Mind the Trade-off: Debiasing NLU Models without Degrading the In-distribution Performance

Overview

Mind the Trade-off: Debiasing NLU Models without Degrading the In-distribution Performance

Abstract: Models for natural language understanding (NLU) tasks often rely on the idiosyncratic biases of the dataset, which make them brittle against test cases outside the training distribution. Recently, several proposed debiasing methods are shown to be very effective in improving out-of-distribution performance. However, their improvements come at the expense of performance drop when models are evaluated on the in-distribution data, which contain examples with higher diversity. This seemingly inevitable trade-off may not tell us much about the changes in the reasoning and understanding capabilities of the resulting models on broader types of examples beyond the small subset represented in the out-of-distribution data. In this paper, we address this trade-off by introducing a novel debiasing method, called confidence regularization, which discourage models from exploiting biases while enabling them to receive enough incentive to learn from all the training examples. We evaluate our method on three NLU tasks and show that, in contrast to its predecessors, it improves the performance on out-of-distribution datasets (e.g., 7pp gain on HANS dataset) while maintaining the original in-distribution accuracy.
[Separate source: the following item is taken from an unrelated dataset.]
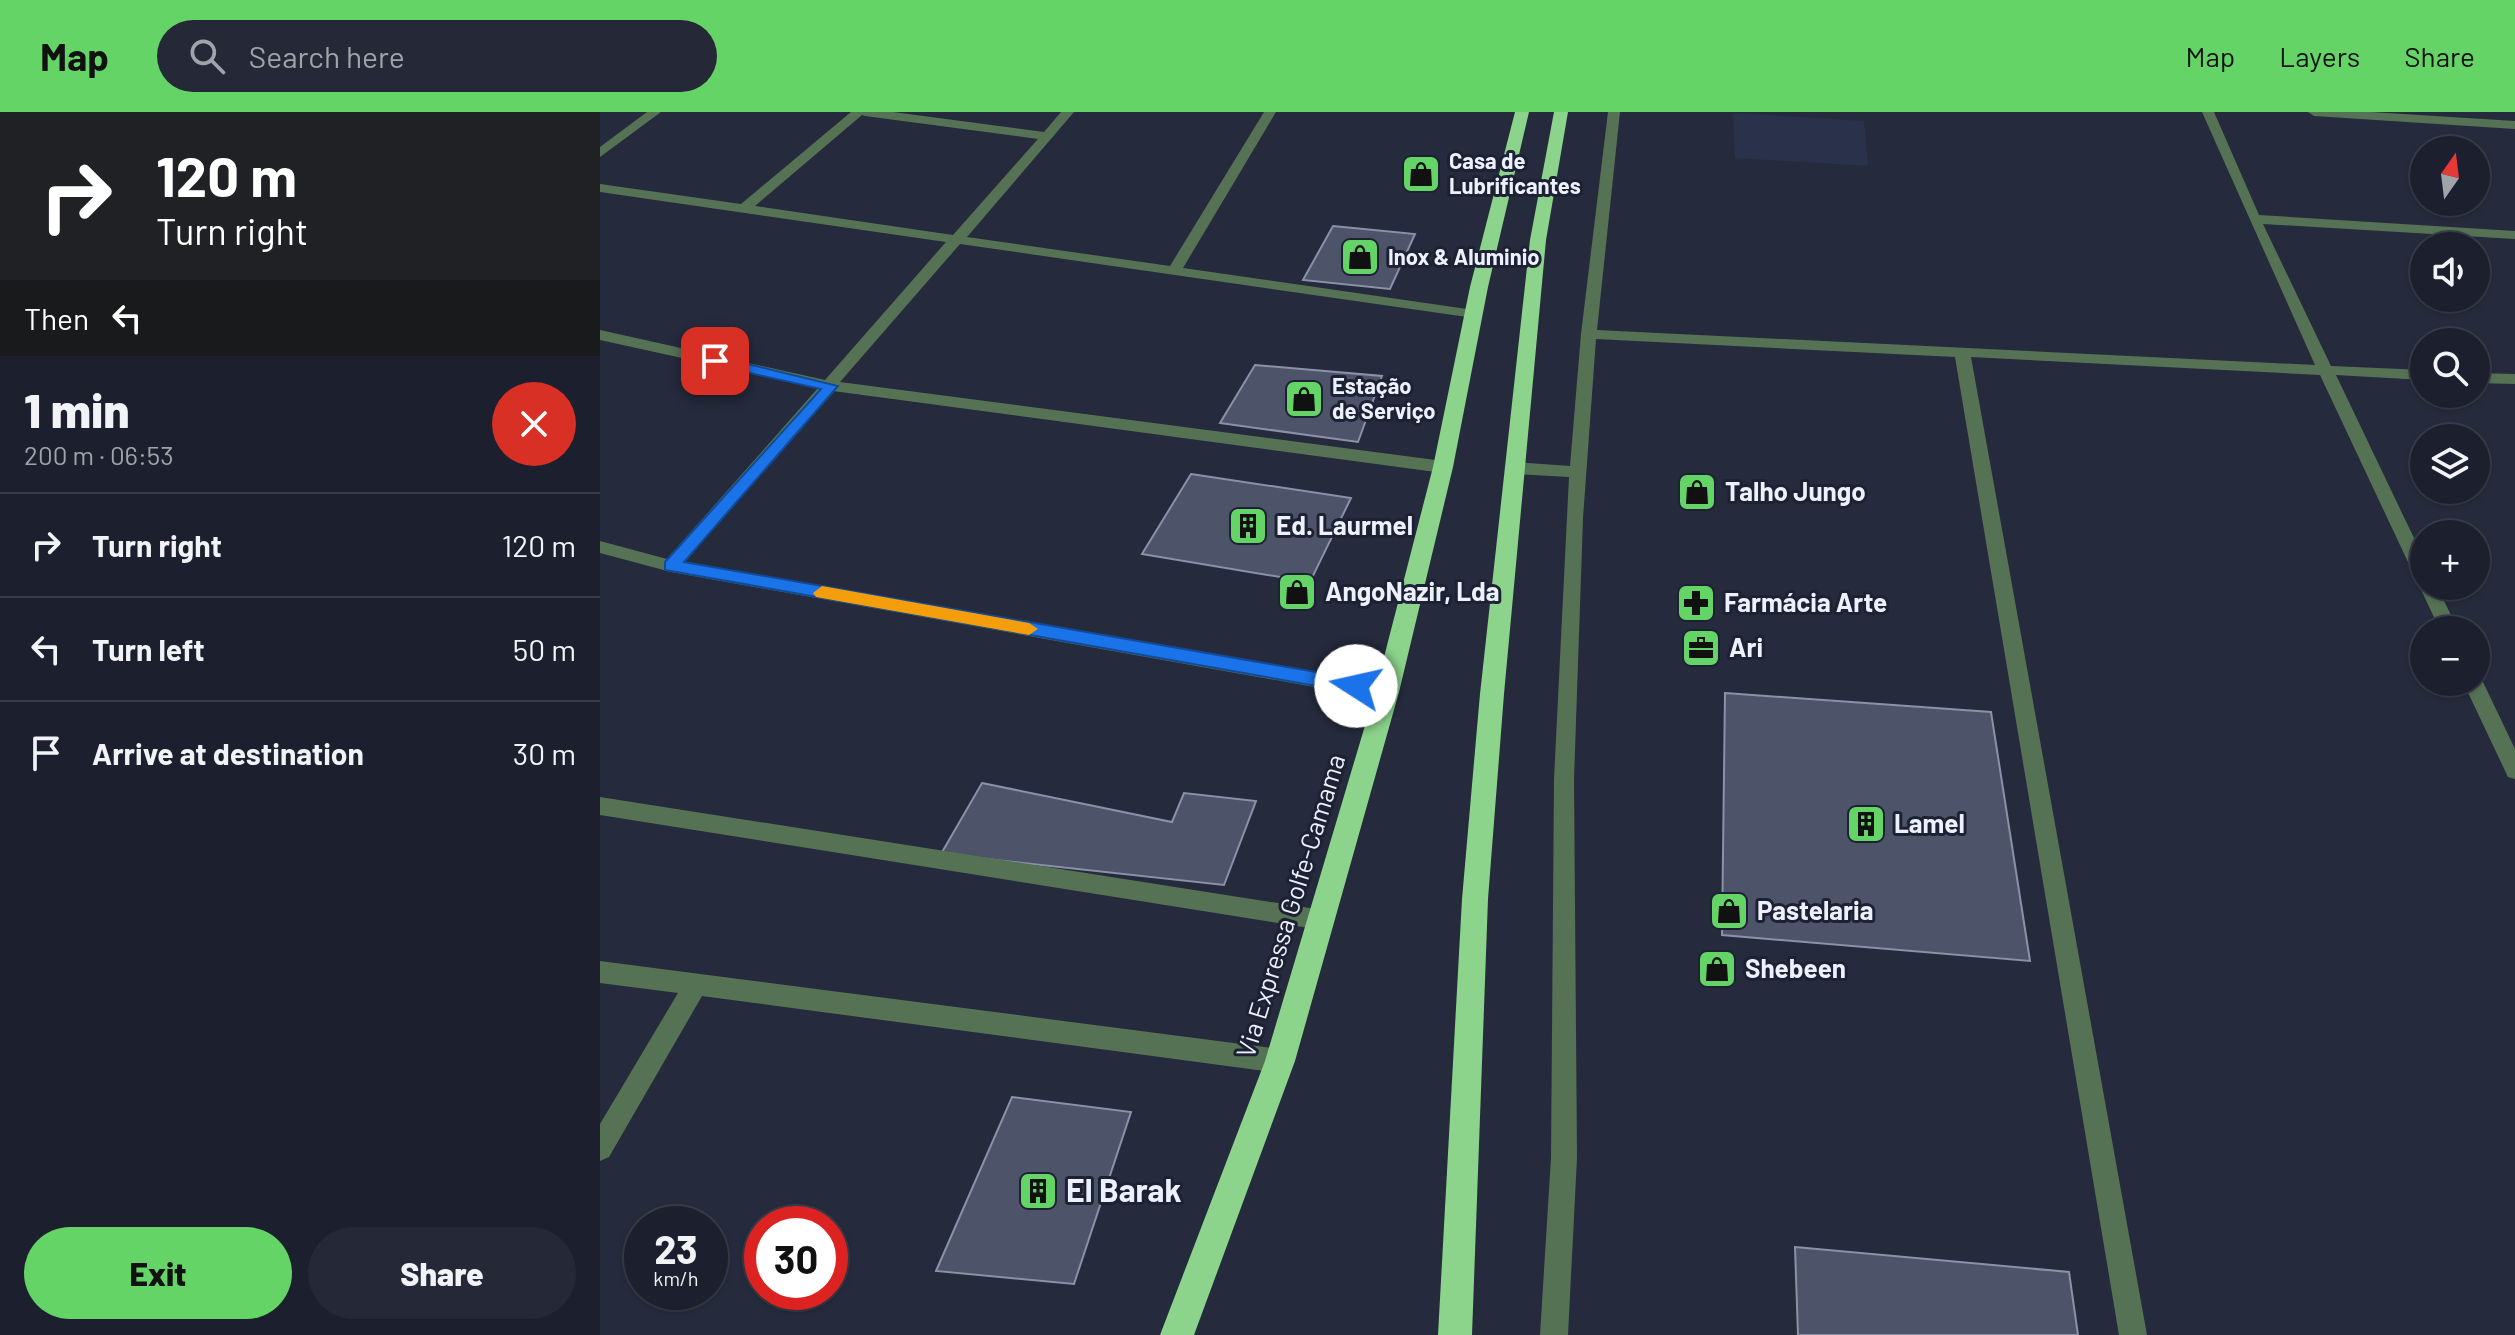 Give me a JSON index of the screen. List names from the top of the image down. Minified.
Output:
{"streets":{"highway":["Via Expressa Golfe-Camama"]},"places":{"shop":["Casa de Lubrificantes","Inox & Aluminio","Estação de Serviço","Talho Jungo","AngoNazir, Lda","Pastelaria","Shebeen"],"building":["Ed. Laurmel","Lamel","El Barak"],"pharmacy":["Farmácia Arte"],"office":["Ari"]},"north":"top","page":{"header":"Map","search":"Search here","nav":["Map","Layers","Share"],"turn":["120 m","Turn right"],"map_buttons":["+","−"],"then":"Then","heading":["1 min","200 m · 06:53"],"list":[{"name":"Turn right","value":"120 m"},{"name":"Turn left","value":"50 m"},{"name":"Arrive at destination","value":"30 m"}],"speed":"23 km/h","limit":"30","buttons":["Exit","Share"]}}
The repository contains the code to reproduce our work in debiasing NLU models without in-distribution degradation. We provide 2 runs of experiment that are shown in our paper:

  1. Debias MNLI model from syntactic bias and evaluate on HANS as the out-of-distribution data.
  2. Debias MNLI model from hypothesis-only bias and evaluate on MNLI-hard sets as the out-of-distribution data.

Requirements

The code requires python >= 3.6 and pytorch >= 1.1.0.
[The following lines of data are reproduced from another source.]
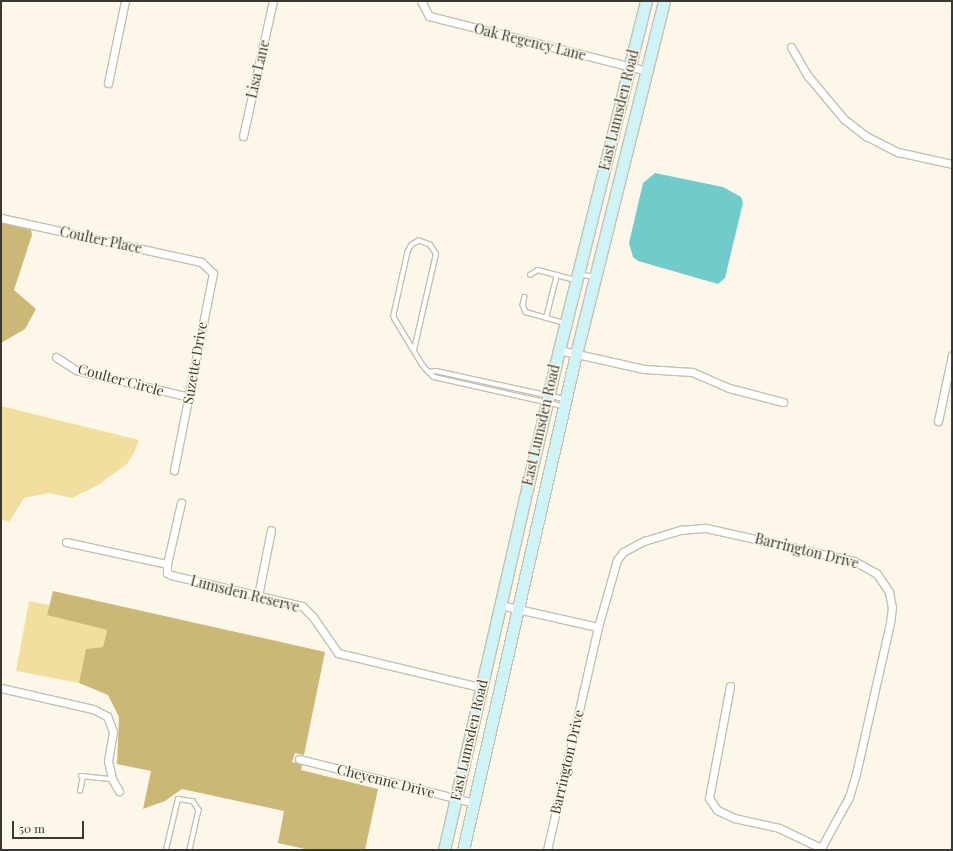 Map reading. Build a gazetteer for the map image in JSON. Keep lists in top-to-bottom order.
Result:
{
  "streets": {
    "main road": ["East Lumsden Road"],
    "street": [
      "Oak Regency Lane",
      "Lisa Lane",
      "Coulter Place",
      "Suzette Drive",
      "Coulter Circle",
      "Barrington Drive",
      "Lumsden Reserve",
      "Cheyenne Drive"
    ]
  },
  "crossings": [
    ["Oak Regency Lane", "East Lumsden Road"],
    ["East Lumsden Road", "Lumsden Reserve"],
    ["East Lumsden Road", "Cheyenne Drive"],
    ["Coulter Place", "Suzette Drive"],
    ["Suzette Drive", "Coulter Circle"]
  ],
  "scale_bar": "50 m"
} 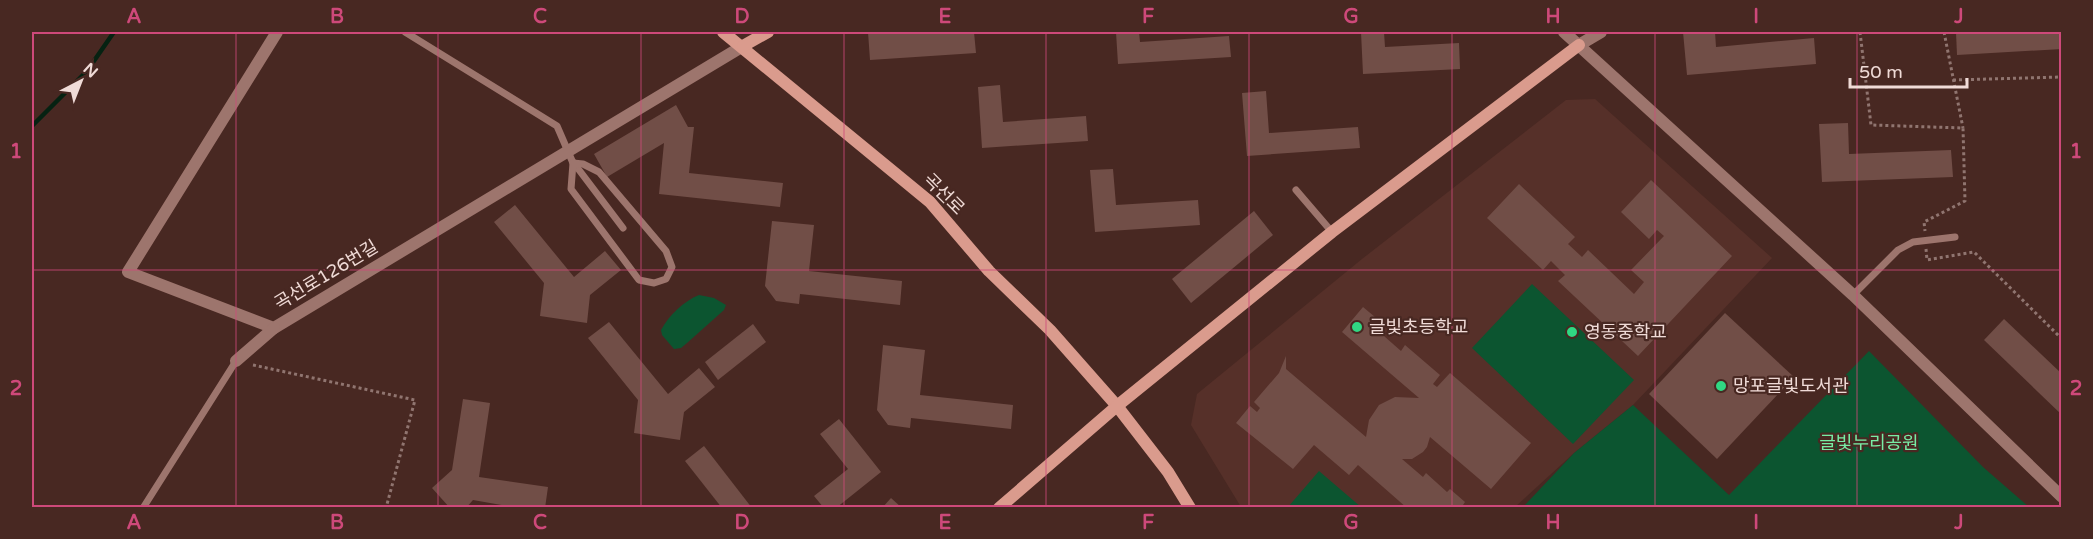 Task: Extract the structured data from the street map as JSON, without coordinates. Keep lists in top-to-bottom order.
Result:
{
  "streets": {
    "street": ["곡선로", "곡선로126번길"]
  },
  "crossings": [
    ["곡선로", "곡선로126번길"]
  ],
  "parks": ["글빛누리공원"],
  "places": ["글빛초등학교", "영동중학교", "망포글빛도서관"],
  "scale_bar": "50 m",
  "north": "top right",
  "grid": {
    "columns": [
      "A",
      "B",
      "C",
      "D",
      "E",
      "F",
      "G",
      "H",
      "I",
      "J"
    ],
    "rows": ["1", "2"]
  }
}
Additional required dependencies can be found in requirements.txt. Install all requirements by running:

pip install -r requirements.txt

Data

Our experiments use MNLI dataset version provided by GLUE benchmark. Download the file from here, and unzip under the directory ./dataset Additionally download the following files here for evaluating on hard/easy splits of both MNLI dev and test sets. The dataset directory should be structured as the following:

└── dataset 
    └── MNLI
        ├── train.tsv
        ├── dev_matched.tsv
        ├── dev_mismatched.tsv
        ├── dev_mismatched.tsv
        ├── dev_matched_easy.tsv
        ├── dev_matched_hard.tsv
        ├── dev_mismatched_easy.tsv
        ├── dev_mismatched_hard.tsv
        ├── multinli_hard
        │   ├── multinli_0.9_test_matched_unlabeled_hard.jsonl
        │   └── multinli_0.9_test_mismatched_unlabeled_hard.jsonl
        ├── multinli_test
        │   ├── multinli_0.9_test_matched_unlabeled.jsonl
        │   └── multinli_0.9_test_mismatched_unlabeled.jsonl
        └── original

Running the experiments

For each evaluation setting, use the --mode and --which_bias arguments to set the appropriate loss function and the type of bias to mitigate (e.g, hans, hypo).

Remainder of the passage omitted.